━━━━━ RECORDS SHOWN

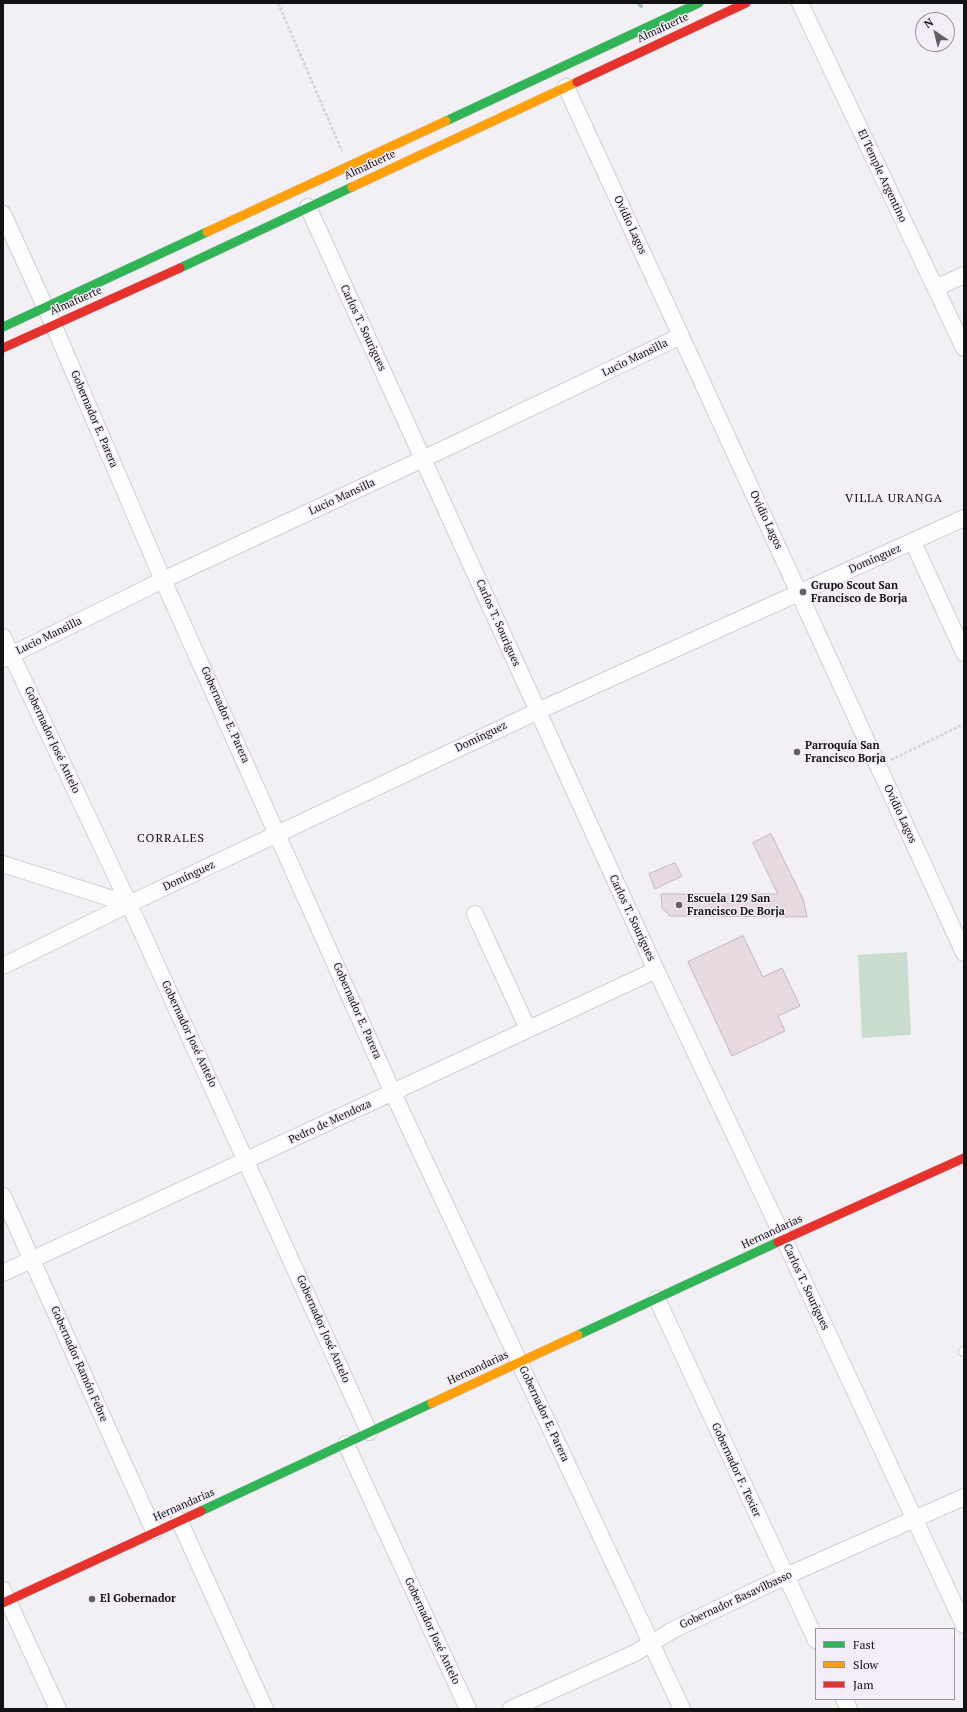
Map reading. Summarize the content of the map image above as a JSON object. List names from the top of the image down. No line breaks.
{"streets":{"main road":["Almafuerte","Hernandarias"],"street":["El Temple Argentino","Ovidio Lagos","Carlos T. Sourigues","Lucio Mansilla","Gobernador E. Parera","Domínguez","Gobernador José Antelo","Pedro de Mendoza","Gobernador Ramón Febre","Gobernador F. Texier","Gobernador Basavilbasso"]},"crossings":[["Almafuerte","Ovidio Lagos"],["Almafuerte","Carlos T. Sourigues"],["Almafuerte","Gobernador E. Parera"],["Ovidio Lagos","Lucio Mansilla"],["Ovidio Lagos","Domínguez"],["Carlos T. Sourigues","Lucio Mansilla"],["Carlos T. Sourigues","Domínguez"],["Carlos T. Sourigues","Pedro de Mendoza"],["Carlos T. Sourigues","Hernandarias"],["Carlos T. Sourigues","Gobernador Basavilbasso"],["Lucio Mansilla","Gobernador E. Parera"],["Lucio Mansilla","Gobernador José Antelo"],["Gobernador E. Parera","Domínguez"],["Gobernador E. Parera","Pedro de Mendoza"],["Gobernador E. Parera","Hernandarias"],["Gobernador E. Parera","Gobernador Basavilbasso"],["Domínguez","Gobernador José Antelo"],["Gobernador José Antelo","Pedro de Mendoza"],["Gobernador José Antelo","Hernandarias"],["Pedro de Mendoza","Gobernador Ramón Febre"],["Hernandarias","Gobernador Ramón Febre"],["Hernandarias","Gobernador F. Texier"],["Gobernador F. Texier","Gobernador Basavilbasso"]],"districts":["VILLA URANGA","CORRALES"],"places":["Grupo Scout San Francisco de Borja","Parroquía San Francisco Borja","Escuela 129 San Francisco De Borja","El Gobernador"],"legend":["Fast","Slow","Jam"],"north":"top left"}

━━━━━━━━━━
━━━━━ RECORDS SHOWN

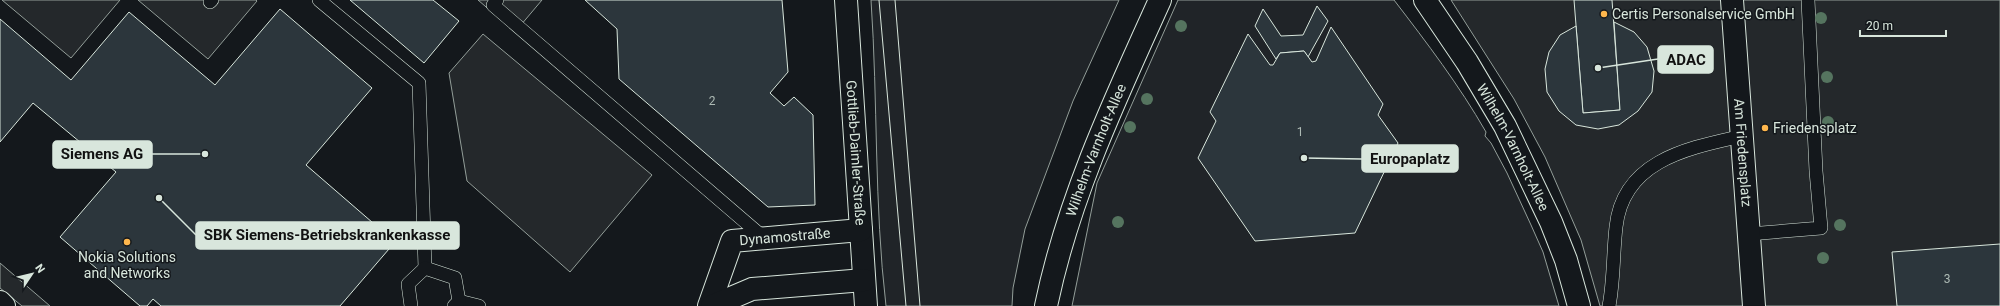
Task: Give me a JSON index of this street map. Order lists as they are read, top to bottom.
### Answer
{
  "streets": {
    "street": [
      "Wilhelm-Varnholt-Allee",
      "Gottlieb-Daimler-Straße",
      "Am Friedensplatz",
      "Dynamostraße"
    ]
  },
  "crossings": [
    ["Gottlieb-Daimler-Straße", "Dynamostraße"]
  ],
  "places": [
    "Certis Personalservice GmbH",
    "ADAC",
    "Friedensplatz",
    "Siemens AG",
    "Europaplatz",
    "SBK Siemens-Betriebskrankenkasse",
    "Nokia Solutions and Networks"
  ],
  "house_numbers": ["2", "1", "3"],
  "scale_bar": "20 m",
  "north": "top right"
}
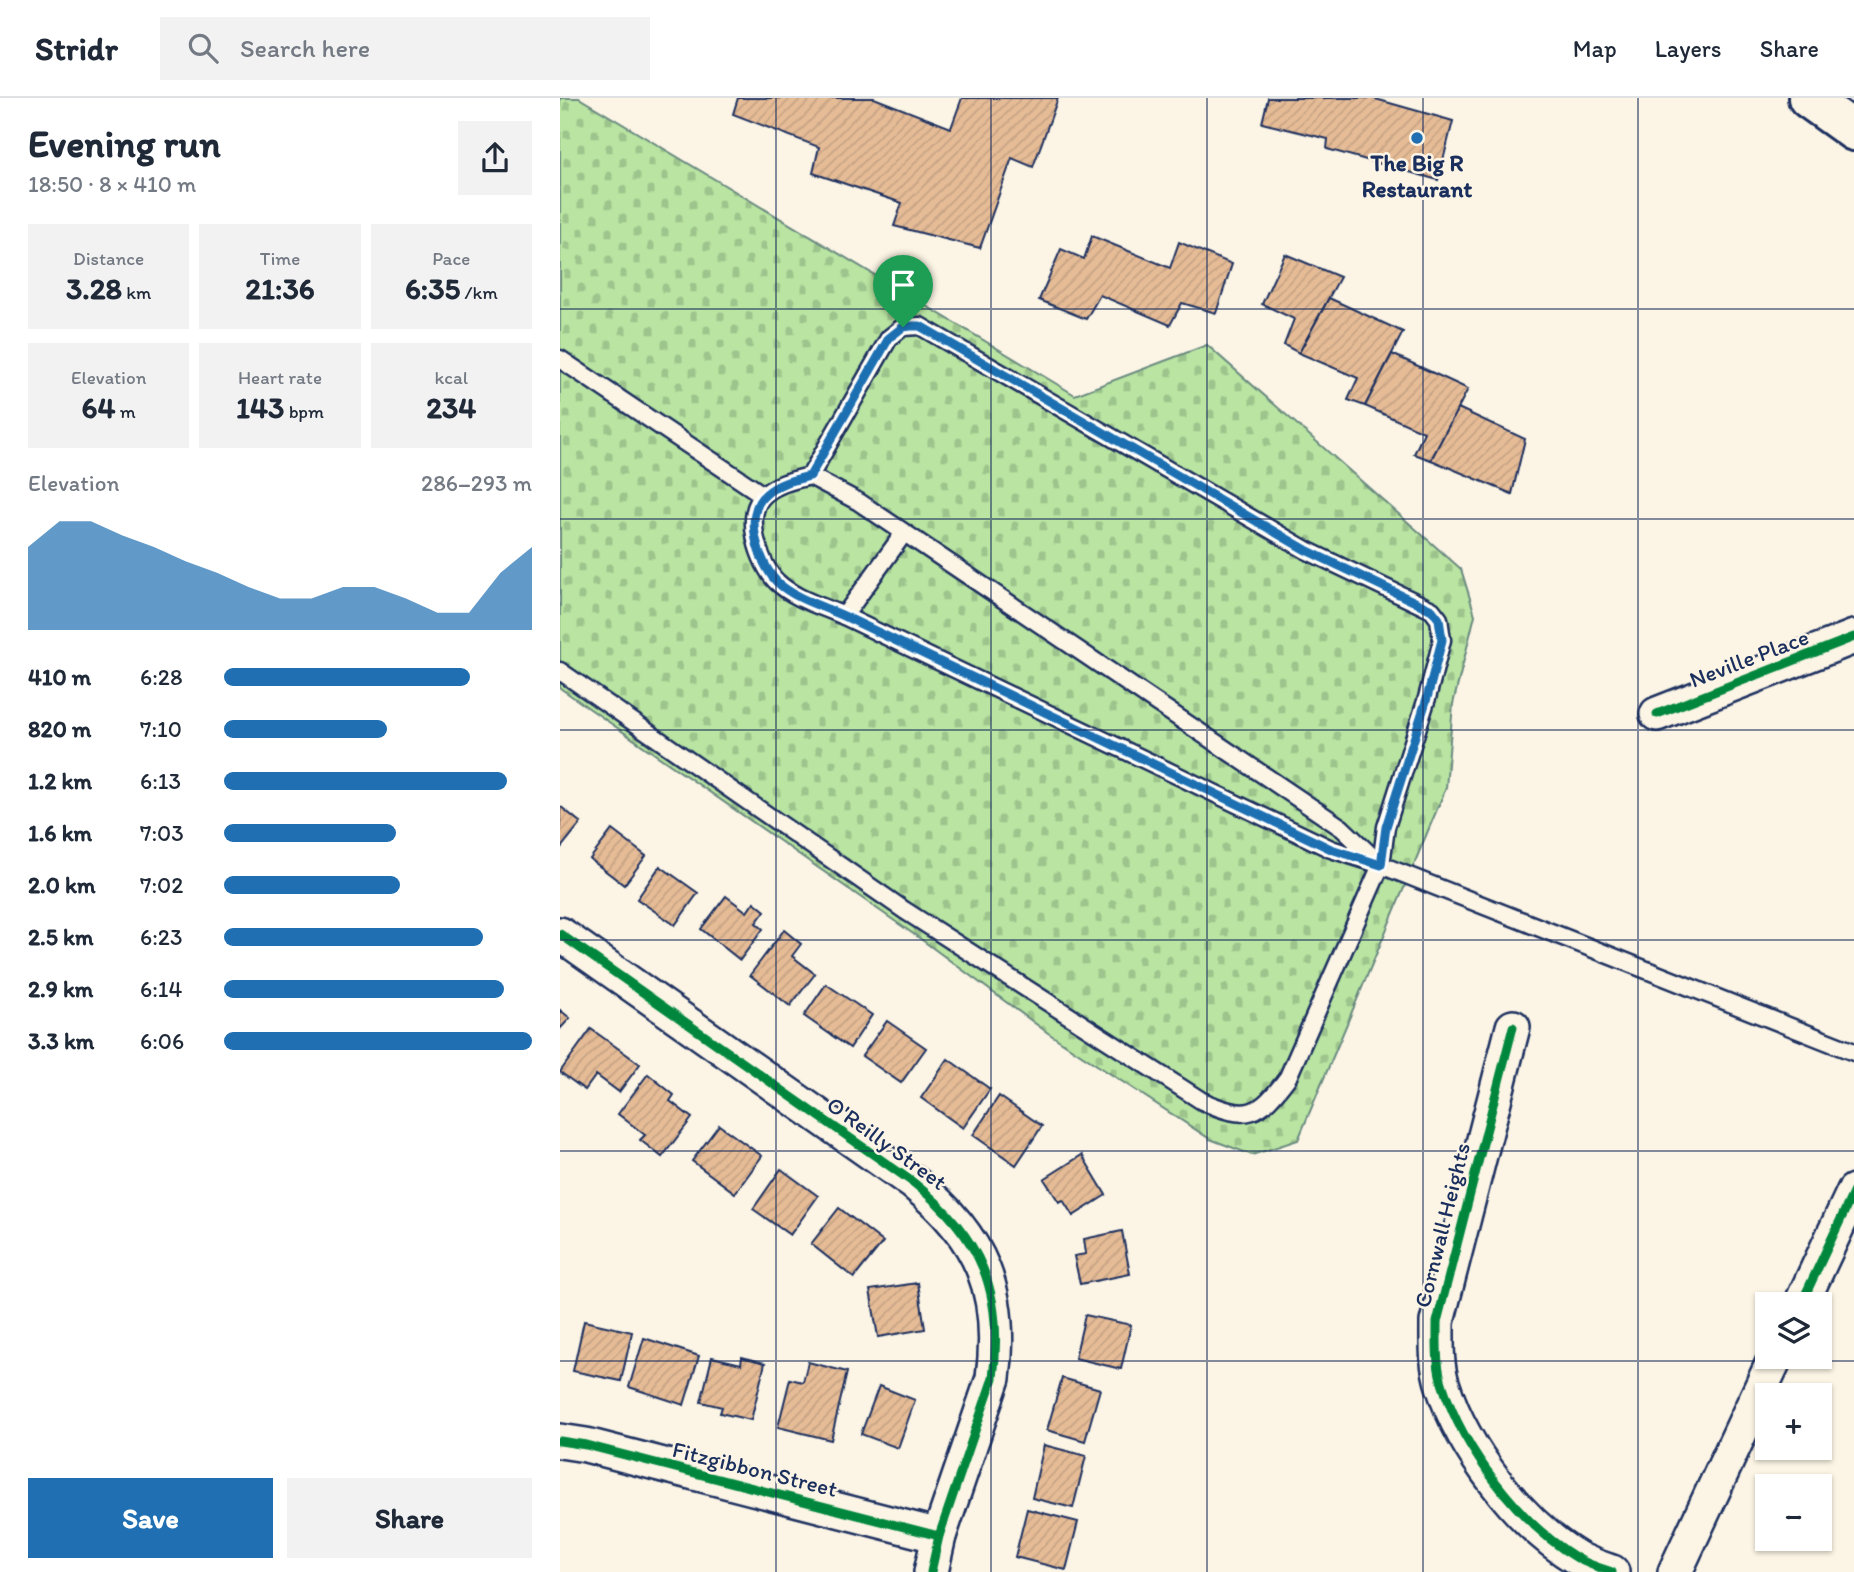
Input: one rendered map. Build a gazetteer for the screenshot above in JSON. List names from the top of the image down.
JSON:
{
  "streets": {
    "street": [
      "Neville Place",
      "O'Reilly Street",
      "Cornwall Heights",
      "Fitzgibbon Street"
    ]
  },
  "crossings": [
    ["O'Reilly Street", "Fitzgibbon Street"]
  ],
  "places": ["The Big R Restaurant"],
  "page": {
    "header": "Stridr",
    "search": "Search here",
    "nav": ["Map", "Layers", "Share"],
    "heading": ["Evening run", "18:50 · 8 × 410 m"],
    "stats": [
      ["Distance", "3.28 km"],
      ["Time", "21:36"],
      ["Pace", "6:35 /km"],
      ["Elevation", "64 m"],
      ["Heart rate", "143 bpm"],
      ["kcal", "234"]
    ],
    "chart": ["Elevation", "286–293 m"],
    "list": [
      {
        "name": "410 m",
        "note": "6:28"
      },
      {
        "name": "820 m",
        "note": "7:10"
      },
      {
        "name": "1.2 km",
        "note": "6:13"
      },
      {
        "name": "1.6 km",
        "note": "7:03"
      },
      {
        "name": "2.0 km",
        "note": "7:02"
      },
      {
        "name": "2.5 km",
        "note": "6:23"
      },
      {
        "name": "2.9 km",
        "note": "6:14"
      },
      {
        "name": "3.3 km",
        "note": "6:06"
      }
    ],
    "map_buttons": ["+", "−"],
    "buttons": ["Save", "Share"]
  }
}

━━━━━━━━━━

[WORK ORDER] Select, from the listing, all lines that include the word "Reilly".

[YOUR SOLUTION]
      "O'Reilly Street",
    ["O'Reilly Street", "Fitzgibbon Street"]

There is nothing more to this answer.